__Exercise objective__
This exercise calls for copying every line below that holds the word "column".

────────────────────

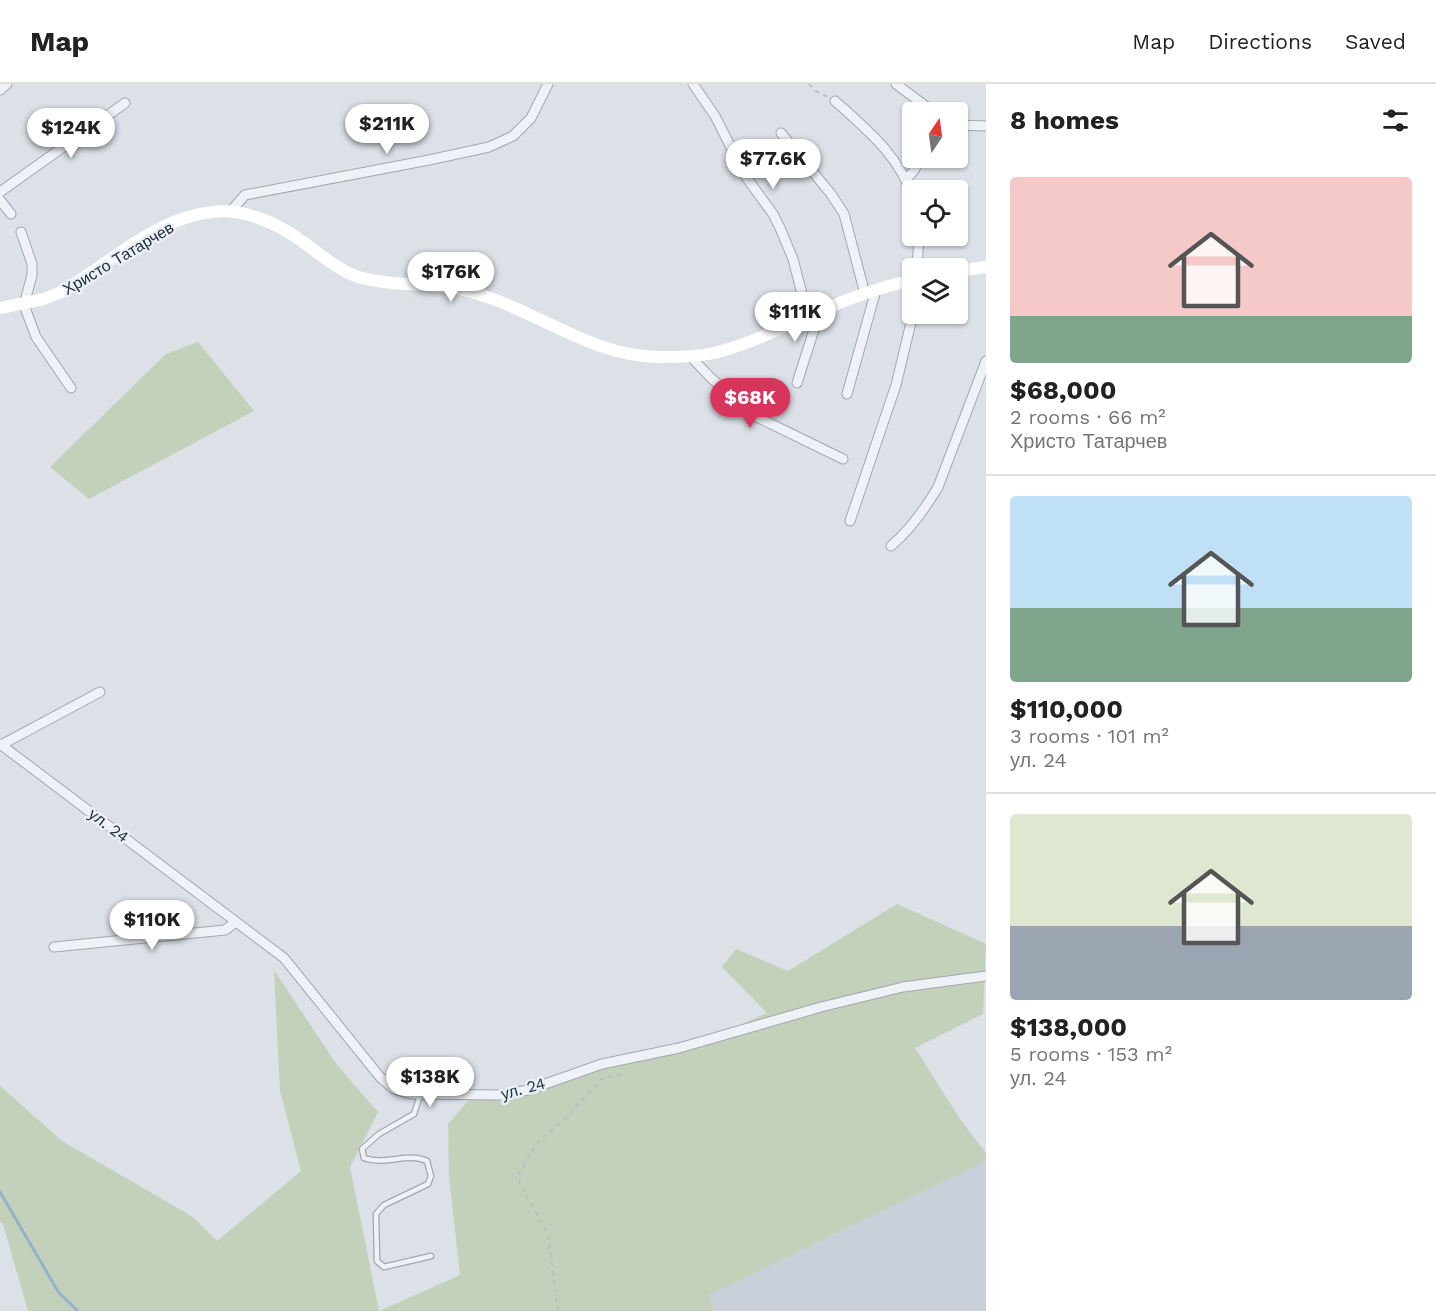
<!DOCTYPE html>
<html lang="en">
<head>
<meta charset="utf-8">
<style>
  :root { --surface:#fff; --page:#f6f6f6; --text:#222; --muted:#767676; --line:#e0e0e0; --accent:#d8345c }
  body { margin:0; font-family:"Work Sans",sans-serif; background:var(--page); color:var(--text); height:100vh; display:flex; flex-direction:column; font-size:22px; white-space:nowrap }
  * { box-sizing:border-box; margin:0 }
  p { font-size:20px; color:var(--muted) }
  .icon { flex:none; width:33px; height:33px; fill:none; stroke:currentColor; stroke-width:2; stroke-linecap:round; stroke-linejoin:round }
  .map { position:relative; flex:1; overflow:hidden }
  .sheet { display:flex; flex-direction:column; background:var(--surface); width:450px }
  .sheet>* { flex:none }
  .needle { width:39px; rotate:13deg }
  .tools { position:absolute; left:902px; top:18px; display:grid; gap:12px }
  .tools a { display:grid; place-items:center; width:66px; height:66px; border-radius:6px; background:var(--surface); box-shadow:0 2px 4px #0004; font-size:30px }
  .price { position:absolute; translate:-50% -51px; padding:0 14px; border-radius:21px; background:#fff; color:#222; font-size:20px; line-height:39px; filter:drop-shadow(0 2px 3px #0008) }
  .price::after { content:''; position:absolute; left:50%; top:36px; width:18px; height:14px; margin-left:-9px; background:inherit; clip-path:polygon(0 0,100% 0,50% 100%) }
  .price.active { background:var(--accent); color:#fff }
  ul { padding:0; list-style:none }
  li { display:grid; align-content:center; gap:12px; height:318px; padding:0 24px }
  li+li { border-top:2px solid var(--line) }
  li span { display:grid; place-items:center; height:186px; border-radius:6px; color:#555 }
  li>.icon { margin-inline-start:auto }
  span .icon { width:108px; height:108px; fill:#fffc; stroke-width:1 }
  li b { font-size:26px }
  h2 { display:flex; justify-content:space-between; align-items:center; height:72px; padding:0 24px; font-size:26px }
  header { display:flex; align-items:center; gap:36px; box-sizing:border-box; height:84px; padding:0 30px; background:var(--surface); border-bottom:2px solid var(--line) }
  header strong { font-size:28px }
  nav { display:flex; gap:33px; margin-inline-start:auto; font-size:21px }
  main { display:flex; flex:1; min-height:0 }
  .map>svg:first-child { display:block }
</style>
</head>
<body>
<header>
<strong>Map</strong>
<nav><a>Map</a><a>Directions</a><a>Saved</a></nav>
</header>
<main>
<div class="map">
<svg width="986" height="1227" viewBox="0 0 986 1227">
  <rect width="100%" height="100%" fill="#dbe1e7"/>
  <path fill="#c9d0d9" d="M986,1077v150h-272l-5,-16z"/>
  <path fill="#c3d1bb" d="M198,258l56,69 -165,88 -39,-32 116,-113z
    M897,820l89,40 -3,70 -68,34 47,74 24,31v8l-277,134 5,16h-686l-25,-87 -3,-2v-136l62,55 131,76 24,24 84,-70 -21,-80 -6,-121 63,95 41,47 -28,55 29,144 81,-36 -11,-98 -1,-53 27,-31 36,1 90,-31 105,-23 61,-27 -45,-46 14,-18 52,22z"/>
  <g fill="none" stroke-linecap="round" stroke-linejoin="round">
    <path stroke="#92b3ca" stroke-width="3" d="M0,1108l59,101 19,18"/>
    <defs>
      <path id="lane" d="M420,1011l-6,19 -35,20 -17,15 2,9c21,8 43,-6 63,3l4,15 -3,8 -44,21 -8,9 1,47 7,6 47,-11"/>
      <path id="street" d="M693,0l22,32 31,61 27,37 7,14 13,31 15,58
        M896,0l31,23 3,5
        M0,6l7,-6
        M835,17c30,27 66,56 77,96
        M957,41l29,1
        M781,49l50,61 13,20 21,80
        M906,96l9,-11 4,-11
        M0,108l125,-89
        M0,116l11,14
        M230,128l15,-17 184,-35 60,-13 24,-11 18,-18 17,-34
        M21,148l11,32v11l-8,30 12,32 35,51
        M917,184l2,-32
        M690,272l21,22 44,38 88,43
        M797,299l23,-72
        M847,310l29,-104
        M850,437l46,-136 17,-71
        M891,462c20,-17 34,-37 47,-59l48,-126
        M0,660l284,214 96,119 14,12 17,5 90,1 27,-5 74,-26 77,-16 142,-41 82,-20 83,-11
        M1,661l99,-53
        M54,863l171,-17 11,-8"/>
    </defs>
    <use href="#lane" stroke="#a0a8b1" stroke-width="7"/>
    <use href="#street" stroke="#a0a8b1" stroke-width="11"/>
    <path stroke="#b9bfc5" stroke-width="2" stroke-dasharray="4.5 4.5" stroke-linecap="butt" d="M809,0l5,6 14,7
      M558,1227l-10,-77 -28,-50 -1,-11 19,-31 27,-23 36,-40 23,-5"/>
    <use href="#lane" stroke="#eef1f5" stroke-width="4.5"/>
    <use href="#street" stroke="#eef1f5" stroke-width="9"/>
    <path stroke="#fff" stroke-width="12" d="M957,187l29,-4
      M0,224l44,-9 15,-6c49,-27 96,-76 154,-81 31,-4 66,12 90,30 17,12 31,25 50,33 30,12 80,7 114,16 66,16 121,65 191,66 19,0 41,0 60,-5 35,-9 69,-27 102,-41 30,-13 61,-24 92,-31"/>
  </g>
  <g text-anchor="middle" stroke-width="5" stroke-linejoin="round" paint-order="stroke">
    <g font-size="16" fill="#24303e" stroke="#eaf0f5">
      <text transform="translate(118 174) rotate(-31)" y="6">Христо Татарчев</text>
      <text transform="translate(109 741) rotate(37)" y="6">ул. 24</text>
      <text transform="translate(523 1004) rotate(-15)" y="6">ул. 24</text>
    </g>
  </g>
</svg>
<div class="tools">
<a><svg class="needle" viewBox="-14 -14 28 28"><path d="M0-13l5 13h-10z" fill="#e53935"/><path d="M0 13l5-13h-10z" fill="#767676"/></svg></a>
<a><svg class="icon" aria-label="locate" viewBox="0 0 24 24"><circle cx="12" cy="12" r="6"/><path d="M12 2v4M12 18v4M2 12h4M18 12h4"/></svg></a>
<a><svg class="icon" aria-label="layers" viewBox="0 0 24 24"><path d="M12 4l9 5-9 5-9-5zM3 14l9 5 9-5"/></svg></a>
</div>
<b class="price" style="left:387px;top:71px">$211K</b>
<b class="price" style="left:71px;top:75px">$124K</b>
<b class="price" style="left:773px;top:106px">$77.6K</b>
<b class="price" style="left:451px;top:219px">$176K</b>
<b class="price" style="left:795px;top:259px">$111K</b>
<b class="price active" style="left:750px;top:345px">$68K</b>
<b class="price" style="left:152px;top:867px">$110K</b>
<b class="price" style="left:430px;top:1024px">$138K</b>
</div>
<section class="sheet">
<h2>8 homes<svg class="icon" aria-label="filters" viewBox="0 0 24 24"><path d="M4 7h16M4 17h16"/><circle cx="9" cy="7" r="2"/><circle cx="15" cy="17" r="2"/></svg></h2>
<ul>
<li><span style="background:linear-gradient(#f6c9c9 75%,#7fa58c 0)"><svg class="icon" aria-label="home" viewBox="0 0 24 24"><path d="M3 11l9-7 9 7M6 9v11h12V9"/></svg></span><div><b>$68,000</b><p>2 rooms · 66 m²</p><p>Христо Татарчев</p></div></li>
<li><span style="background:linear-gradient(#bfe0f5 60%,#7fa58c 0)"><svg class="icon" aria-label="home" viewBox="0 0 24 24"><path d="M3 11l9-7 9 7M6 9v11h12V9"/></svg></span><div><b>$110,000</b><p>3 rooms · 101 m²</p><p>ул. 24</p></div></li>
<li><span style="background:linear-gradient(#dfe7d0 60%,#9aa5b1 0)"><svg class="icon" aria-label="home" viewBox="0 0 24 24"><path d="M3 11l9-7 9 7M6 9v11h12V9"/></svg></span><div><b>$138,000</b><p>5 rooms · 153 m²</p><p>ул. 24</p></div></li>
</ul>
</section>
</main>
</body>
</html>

────────────────────

__Answer for this exercise__
  body { margin:0; font-family:"Work Sans",sans-serif; background:var(--page); color:var(--text); height:100vh; display:flex; flex-direction:column; font-size:22px; white-space:nowrap }
  .sheet { display:flex; flex-direction:column; background:var(--surface); width:450px }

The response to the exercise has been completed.